If it were me and my child liked the little boy, benefitted from the play date and maintained a friendship that helped her feel happy and settled at school, I’d be happy to overlook it.

mellicauli · 14/05/2021 15:13

I would step back if you are feeling put upon. I would might be encouraging her to invite other children too. It's good to have a wide selection of friends.

Friendships between girls and boys usually peter out - by Y2 there are barely any left.

IceCreamAndCandyfloss · 14/05/2021 15:15

I never worried about return play dates, was always happy to host. We all worked so fitted them in when we could.

Five play dates in a year is hardly excessive plus given the restrictions surely they were mainly last summer or outside anyway.

BimBimBapp · 14/05/2021 15:17

[quote mainsfed]@BimBimBapp maybe RTFT and you'll some of the times the other mum has been asking for an invitation.[/quote]
And OP extended that invite, so my point remains.

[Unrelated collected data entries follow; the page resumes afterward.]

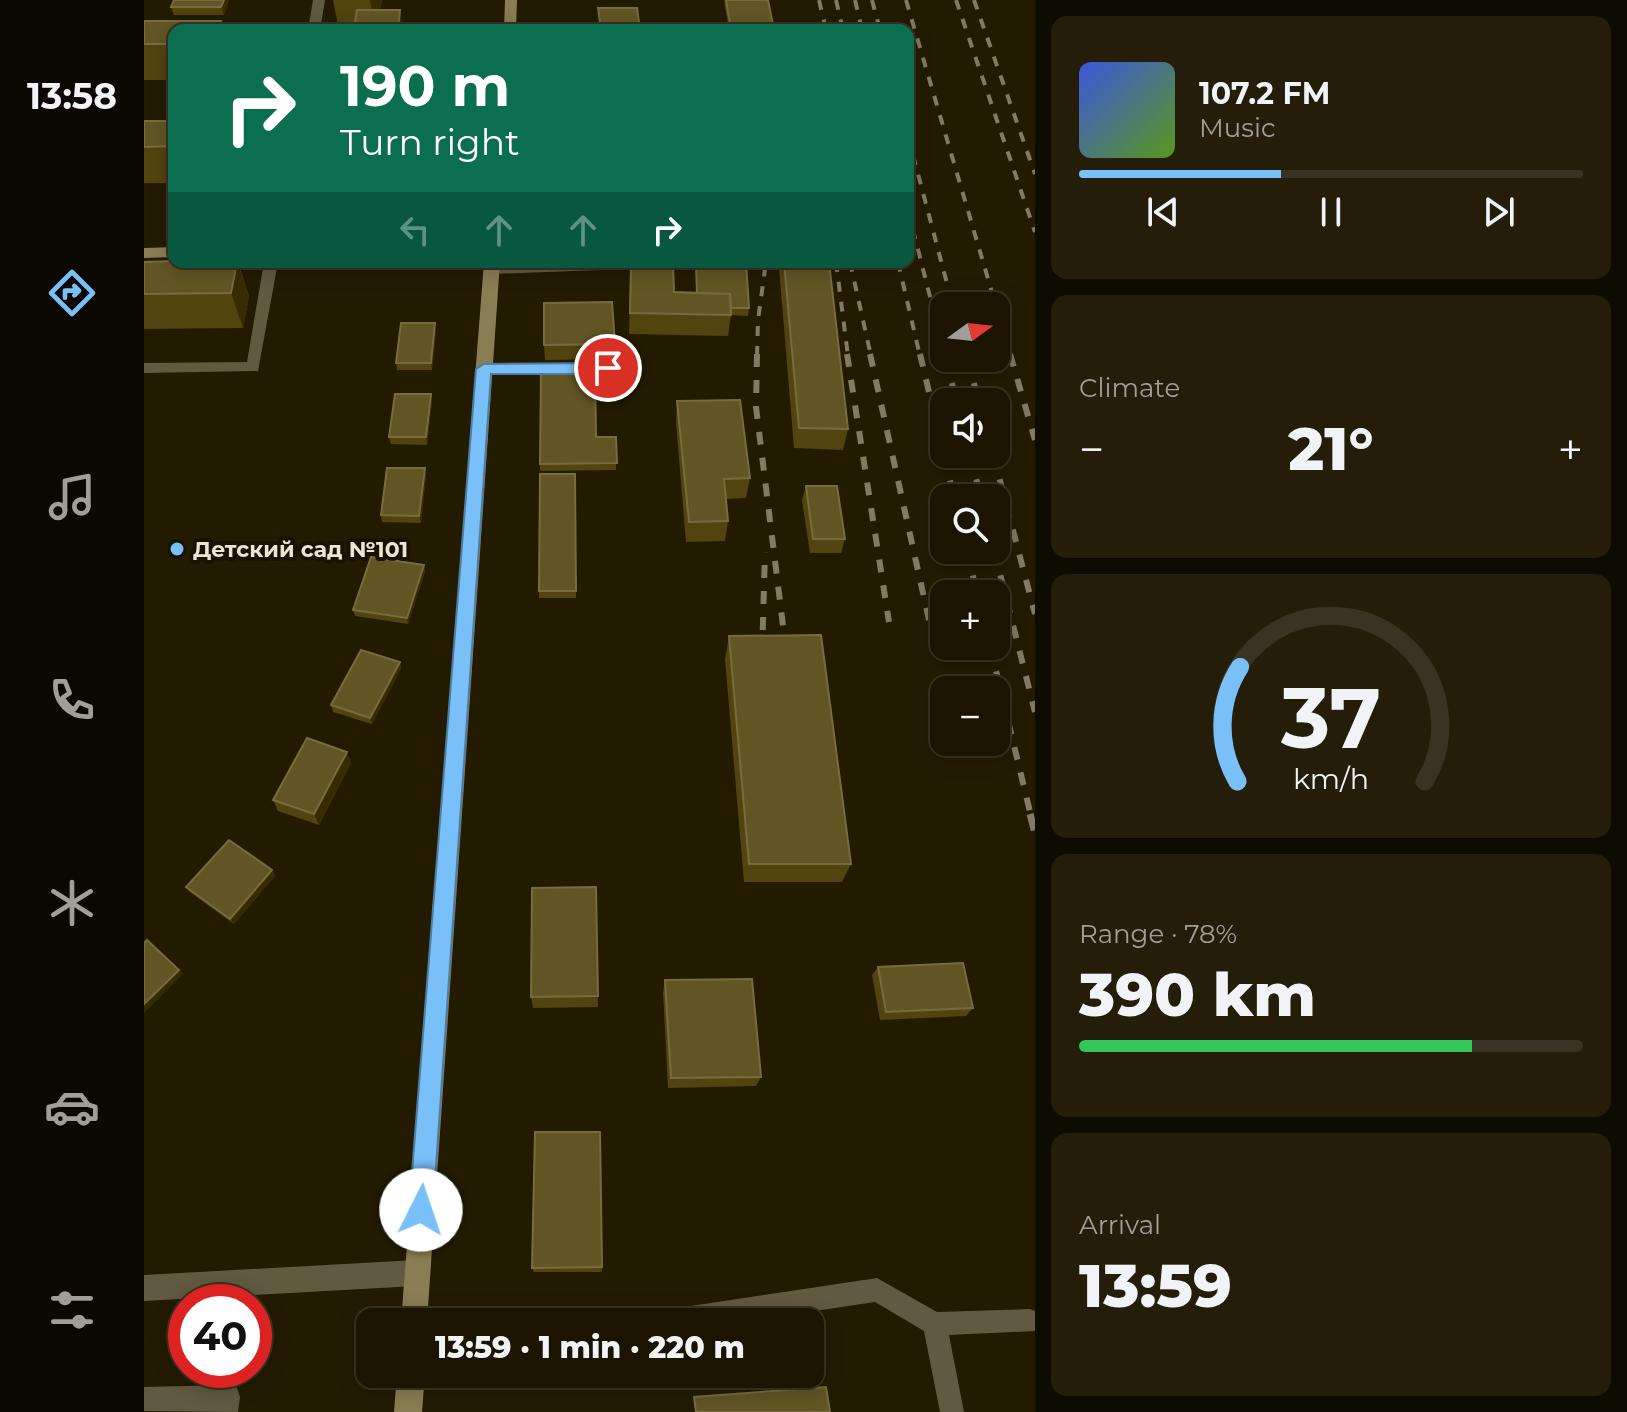 <!DOCTYPE html>
<html lang="en">
<head>
<meta charset="utf-8">
<style>
	body { margin:0; font-family:Montserrat,sans-serif; background:#231d0a; color:#f1f3f6; height:100vh; display:flex; flex-direction:column; font-size:30px; white-space:nowrap }
	* { box-sizing:border-box; margin:0 }
	p { font-size:26px; color:#9f9e99 }
	.icon { flex:none; width:44px; height:44px; fill:none; stroke:currentColor; stroke-width:2; stroke-linecap:round; stroke-linejoin:round }
	.map { position:relative; flex:1; overflow:hidden }
	.details { display:flex; flex-direction:column; gap:16px; padding:16px; background:#0e0b00; width:592px }
	.details>* { flex:none }
	.banner { position:absolute; left:24px; top:24px; width:746px; height:244px; border-radius:16px; box-shadow:0 4px 20px #0003,0 0 0 2px #383322; background:#0b6e4f; color:#fff; overflow:hidden }
	.needle { width:52px; rotate:75deg }
	.tools { position:absolute; left:786px; top:292px; display:grid; gap:16px }
	.tools a { display:grid; place-items:center; width:80px; height:80px; border-radius:16px; background:#1a1400; box-shadow:0 4px 20px #0003,0 0 0 2px #383322; font-size:40px }
	.speed { position:absolute; left:24px; top:1284px; display:flex; gap:16px; font-size:40px; font-weight:700; text-align:center }
	.speed>* { display:grid; place-content:center; width:104px; height:104px; border-radius:50%; background:#1a1400; box-shadow:0 4px 20px #0003,0 0 0 2px #383322; line-height:1 }
	.speed .limit { border:12px solid #d22; background:#fff; color:#111 }
	.pin { position:absolute; display:grid; place-items:center; width:68px; height:68px; color:#fff; margin:-34px; border:4px solid #fff; border-radius:50%; box-shadow:0 2px 8px #0007 }
	.me { position:absolute; width:88px; margin:-44px; rotate:4deg; stroke-linejoin:round; filter:drop-shadow(0 0 6px #0008) }
	.turn { display:flex; align-items:center; gap:28px; height:168px; padding:0 40px; font-size:36px }
	.turn .icon { width:104px; height:104px; stroke-width:2.5 }
	.turn b { display:block; font-size:56px; line-height:68px }
	.lanes { display:flex; align-items:center; height:76px; padding:0 40px; background:#0003; justify-content:center; gap:40px; direction:ltr }
	.lanes .off { opacity:.35 }
	.big { font-size:60px; font-weight:800; line-height:1.1 }
	.details .tile { flex:1; display:flex; flex-direction:column; justify-content:center; gap:12px; min-width:0; padding:0 28px; border-radius:16px; background:#231d0a }
	.details .dial { align-items:center; gap:0 }
	.dial svg { height:208px; overflow:visible; fill:none; stroke:#383322; stroke-width:7; stroke-linecap:round; text-anchor:middle }
	.dial text { fill:#f1f3f6; stroke:none }
	.song { display:flex; align-items:center; gap:24px }
	.cover { width:96px; height:96px; border-radius:12px; background:linear-gradient(135deg,hsl(230 70% 55%),hsl(90 70% 35%)) }
	.played { height:8px; border-radius:4px; background:linear-gradient(90deg,#79bff8 40%,#383322 40%) }
	.keys { display:flex; justify-content:space-around; direction:ltr }
	.heat { display:flex; justify-content:space-between; align-items:center; font-size:44px; direction:ltr }
	.charge { height:12px; border-radius:6px; background:linear-gradient(90deg,#34c759 78%,#383322 0) }
	.trip { position:absolute; left:212px; top:1308px; width:468px; height:80px; border-radius:16px; background:#1a1400; box-shadow:0 4px 20px #0003,0 0 0 2px #383322; font-weight:800; line-height:80px; text-align:center }
	main { display:flex; flex:1; min-height:0 }
	.tab-bar { display:flex; flex-direction:column; width:144px; justify-content:space-around; align-items:center; background:#0a0800; color:#9f9e99 }
	.tab-bar .icon { width:56px; height:56px }
	.tab-bar .selected { color:#79bff8 }
	.tab-bar b { font-size:36px; color:#f1f3f6 }
	.map>svg:first-child { display:block }
	.lines { fill:none; stroke-linecap:round; stroke-linejoin:round }
	.lane { fill:#615a40; fill-rule:evenodd }
	.street { fill:#615a40; fill-rule:evenodd }
	.secondary { fill:#897d53; fill-rule:evenodd }
	.rail-far2 { stroke:#817a64; stroke-width:4; stroke-dasharray:10 10; stroke-linecap:butt }
	.rail-far1 { stroke:#817a64; stroke-width:6; stroke-dasharray:13 13; stroke-linecap:butt }
	.rail { stroke:#817a64; stroke-width:7; stroke-dasharray:17 17; stroke-linecap:butt }
	.wall { fill:#51440f }
	.shaded-wall { fill:#372c00 }
	.building { fill:#615524; stroke:#766c40; stroke-width:2 }
	.route { fill:#79bff8; stroke:#4f7ca1; stroke-width:2 }
	.poi-dot { fill:#79bff8; stroke:#1a1200; stroke-width:3 }
	.labels { text-anchor:middle; stroke-width:8; stroke-linejoin:round; paint-order:stroke }
	.poi-label { font-size:22px; font-weight:bold; fill:#eae5d4; stroke:#1a1200; text-anchor:start }
</style>
</head>
<body>
<main>
<nav class="tab-bar">
<b>13:58</b>
<svg class="icon selected" aria-label="directions" viewBox="0 0 24 24"><path d="M12 3l9 9-9 9-9-9zM9 14v-3h6M13 9l2 2-2 2"/></svg>
<svg class="icon" aria-label="music" viewBox="0 0 24 24"><path d="M9 18V5l10-2v13"/><circle cx="6" cy="18" r="3"/><circle cx="16" cy="16" r="3"/></svg>
<svg class="icon" aria-label="phone" viewBox="0 0 24 24"><path d="M5 4h4l2 5-3 2q2 4 5 5l2-3 5 2v4C11 20 4 13 5 4z"/></svg>
<svg class="icon" aria-label="climate" viewBox="0 0 24 24"><path d="M12 3v18M4 7l16 10M4 17L20 7"/></svg>
<svg class="icon" aria-label="car" viewBox="0 0 24 24"><path d="M5 17H2v-5l4-1 3-4h7l3 4 3 1v5h-3M9 17h6M6 11h13"/><circle cx="7" cy="17" r="2"/><circle cx="17" cy="17" r="2"/></svg>
<svg class="icon" aria-label="filters" viewBox="0 0 24 24"><path d="M4 7h16M4 17h16"/><circle cx="9" cy="7" r="2"/><circle cx="15" cy="17" r="2"/></svg>
</nav>
<div class="map">
<svg width="891" height="1412" viewBox="0 0 891 1412">
	<rect width="100%" height="100%" fill="#231b00"/>
	<g class="lines">
		<path class="lane" d="M169 0H181L176 30H164Z
			M120 262H134L114 371 0 373V363L103 362Z
			M451 262 456 264V270L347 274 340 269 347 264Z
			M464 363 471 368 464 373 340 374 333 369 340 364Z
			M733 1278 793 1312 886 1309 891 1311V1331L805 1335 820 1412H796L780 1331 731 1302 599 1322H467L471 1314 479 1310 540 1307Z
			M84 1385 93 1388 96 1397 94 1412 0 1411V1387Z"/>
		<path class="street" d="M272 1260 281 1264 285 1273 281 1282 272 1286 0 1301V1275Z"/>
		<path class="secondary" d="M361 0H373L372 30H360Z
			M30 247V257L0 258V248Z
			M340 262H356L283 1322H257Z
			M253 1374H281L278 1412H250Z"/>
		<path class="rail-far2" d="M675 0 682 30
			M692 0 699 30
			M711 0 718 30
			M728 0 736 30
			M762 0 852 306
			M812 0 891 232
			M830 0 891 174
			M764 136 809 306
			M764 210 800 352
			M692 262 704 356
			M706 262 727 356
			M754 262 776 356
			M852 307 866 356
			M613 356 614 320 622 262"/>
		<path class="rail-far1" d="M613 354 612 407 643 658
			M703 354 745 622
			M726 354 785 620
			M776 354 810 498
			M866 354 891 440
			M801 358 813 402
			M823 358 835 402
			M826 454 837 498
			M849 454 891 614
			M823 550 833 594
			M850 550 891 712
			M846 646 887 816
			M618 656 621 552"/>
		<path class="rail" d="M886 814 891 833"/>
	</g>
	<path class="wall" d="M85 0 80 15H30L27 7Z
		M189 0H238L236 10H256L259 30H195Z
		M580 0H624L630 30H585Z
		M0 21 30 30V80H0Z
		M0 121H30V183H0Z
		M0 262H94L105 296 99 328 0 329Z
		M487 262 530 292 552 293V268L578 269V262H602L605 308 604 316 587 315 584 336 485 334Z
		M636 262H685L704 429 699 450 650 448 635 268Z
		M292 331 288 370H253L252 363Z
		M471 344 470 359 401 360 400 345Z
		M287 394 288 401 283 445 247 444 245 437Z
		M533 401 606 478 602 498 582 499 584 521 581 541 542 542 532 422Z
		M452 437H472V470L396 471V464Z
		M431 474 432 598H395V591Z
		M282 475 277 523 238 522 237 515Z
		M662 486 701 539 697 553H666L658 500Z
		M280 565 281 572 264 624 211 616 209 610Z
		M585 636 707 864 698 882H600L581 659Z
		M256 662 257 669 228 724 189 712 187 705Z
		M207 763 175 825 134 811 129 800Z
		M128 870 131 876 90 924 46 892 42 887Z
		M452 887 454 1007 389 1008 387 997Z
		M734 967 829 1008 822 1016 736 1020 728 975Z
		M521 980 617 1077 612 1086 524 1088 519 992Z
		M458 1267V1272H390L388 1268Z"/>
	<path class="shaded-wall" d="M80 0H85L80 15 77 7Z
		M226 0H238L233 30H231Z
		M256 10 259 30H254Z
		M93 262 105 296 99 328 87 293Z
		M291 323 292 331 288 370 287 363Z
		M287 394 288 401 283 445 282 437Z
		M281 468 282 475 277 523 275 516Z
		M280 565 281 572 264 624 263 618Z
		M256 662 257 669 228 724 226 718Z
		M203 752 207 763 175 825 170 814Z
		M128 870 131 876 90 924 86 919Z
		M35 970 39 974 0 1013V1004Z"/>
	<path class="building" d="M30 0H80L77 7H27Z
		M582 0H624L630 30H587Z
		M454 8H493L496 30H457Z
		M213 10H256L254 30H210Z
		M0 21H77L74 30H30V44H0Z
		M0 121H30V146L0 147Z
		M0 262 30 261 93 262 87 293 0 294Z
		M487 262H529L530 292 586 294 587 315 486 313Z
		M579 262H602L605 308H587L586 294 553 293 552 268 579 269Z
		M640 262H685L704 429 655 428Z
		M468 302 471 344 400 345V303Z
		M257 323H291L287 363H252Z
		M397 374H451L452 437H472L473 463 396 464Z
		M251 394H287L282 437H245Z
		M596 400 606 478 580 479 584 521 545 522 533 401Z
		M243 468H281L275 516 237 515Z
		M396 474H431L432 591H395Z
		M662 486H693L701 539H669Z
		M227 557 280 565 263 618 209 610Z
		M677 635 707 864H605L585 636Z
		M217 650 256 662 226 718 187 705Z
		M163 738 203 752 170 814 129 800Z
		M85 840 128 870 86 919 42 887Z
		M452 887 454 996 387 997 388 888Z
		M3 940 35 970 0 1004V943Z
		M819 963 829 1008 742 1012 734 967Z
		M608 979 617 1077 527 1078 521 980Z
		M391 1132H456L458 1267 388 1268Z
		M682 1387 686 1412H552L550 1397Z"/>
	<path class="route" d="M464 363 471 368 464 374H347L289 1210 285 1218 277 1222 269 1218 265 1210 332 369 340 364Z"/>
	<circle class="poi-dot" cx="33" cy="549" r="8"/>
	<g class="labels">
		<g class="poi-label">
			<text x="49" y="557">Детский сад №101</text>
		</g>
	</g>
</svg>
<div class="tools">
<a><svg class="needle" viewBox="-14 -14 28 28"><path d="M0-13l5 13h-10z" fill="#e53935"/><path d="M0 13l5-13h-10z" fill="#9f9e99"/></svg></a>
<a><svg class="icon" aria-label="sound" viewBox="0 0 24 24"><path d="M4 9h4l5-4v14l-5-4H4zM17 9q2 3 0 6"/></svg></a>
<a><svg class="icon" aria-label="search" viewBox="0 0 24 24"><circle cx="10" cy="10" r="6"/><path d="M15 15l6 6"/></svg></a>
<a>+</a>
<a>−</a>
</div>
<div class="speed"><div class="limit">40</div></div>
<div class="pin" style="left:464px;top:368px;background:#d93025"><svg class="icon" aria-label="arrive" viewBox="0 0 24 24"><path d="M6 21V4h12l-3 4 3 4H6"/></svg></div>
<svg class="me" style="left:277px;top:1210px" viewBox="-20 -20 40 40"><circle r="19" fill="#fff"/><path d="M0-13L10 11 0 6-10 11z" fill="#79bff8"/></svg>
<div class="trip">13:59 · 1 min · 220 m</div>
<div class="banner">
<div class="turn"><svg class="icon" aria-label="right" viewBox="0 0 24 24"><path d="M7 20v-9h11M14 6l5 5-5 5"/></svg><div><b>190 m</b>Turn right</div></div>
<div class="lanes"><svg class="icon off" aria-label="left" viewBox="0 0 24 24"><path d="M17 20v-9H6M10 6l-5 5 5 5"/></svg><svg class="icon off" aria-label="ahead" viewBox="0 0 24 24"><path d="M12 20V5M6 11l6-6 6 6"/></svg><svg class="icon off" aria-label="ahead" viewBox="0 0 24 24"><path d="M12 20V5M6 11l6-6 6 6"/></svg><svg class="icon" aria-label="right" viewBox="0 0 24 24"><path d="M7 20v-9h11M14 6l5 5-5 5"/></svg></div>
</div>
</div>
<section class="details">
<div class="tile">
<div class="song"><i class="cover"></i><div><b>107.2 FM</b><p>Music</p></div></div>
<div class="played"></div>
<div class="keys"><svg class="icon" aria-label="previous" viewBox="0 0 24 24"><path d="M18 5L8 12l10 7zM5 5v14"/></svg><svg class="icon" aria-label="pause" viewBox="0 0 24 24"><path d="M8 5v14M16 5v14"/></svg><svg class="icon" aria-label="next" viewBox="0 0 24 24"><path d="M6 5l10 7-10 7zM19 5v14"/></svg></div>
</div>
<div class="tile"><p>Climate</p>
<div class="heat"><a>−</a><b class="big">21°</b><a>+</a></div>
</div>
<div class="tile dial"><svg viewBox="0 0 100 80">
<path d="M14 69A42 42 0 1 1 86 69"/>
<path d="M14 69A42 42 0 0 1 15 25" stroke="#79bff8"/>
<text x="50" y="56" font-size="32" font-weight="700">37</text>
<text x="50" y="72" font-size="11">km/h</text>
</svg></div>
<div class="tile"><p>Range · 78%</p><b class="big">390 km</b><div class="charge"></div></div>
<div class="tile"><p>Arrival</p><b class="big">13:59</b></div>
</section>
</main>
</body>
</html>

CookieClub · 14/05/2021 15:17

To me, it sounds like..you're actually pretty pissed off that she hasn't offered to have your DC, because you'd like - and it sounds like you deserve and need - a break.
I can guarantee, you're that person that is always kind to others, giving and generous...but you don't have the support you'd like when life is tough for you.

I hope that doesn't sound patronising atall. I have read between the lines and can hear someone who's been through A LOT of stress in the last couple of years and would like to think they're not being taken advantage of.

Flowers
mainsfed · 14/05/2021 15:23

And OP extended that invite, so my point remains.

Not really a freely given invitation when you ask for it. And OP has said nothing 'bitchy' about this woman, but what a typically sexist response.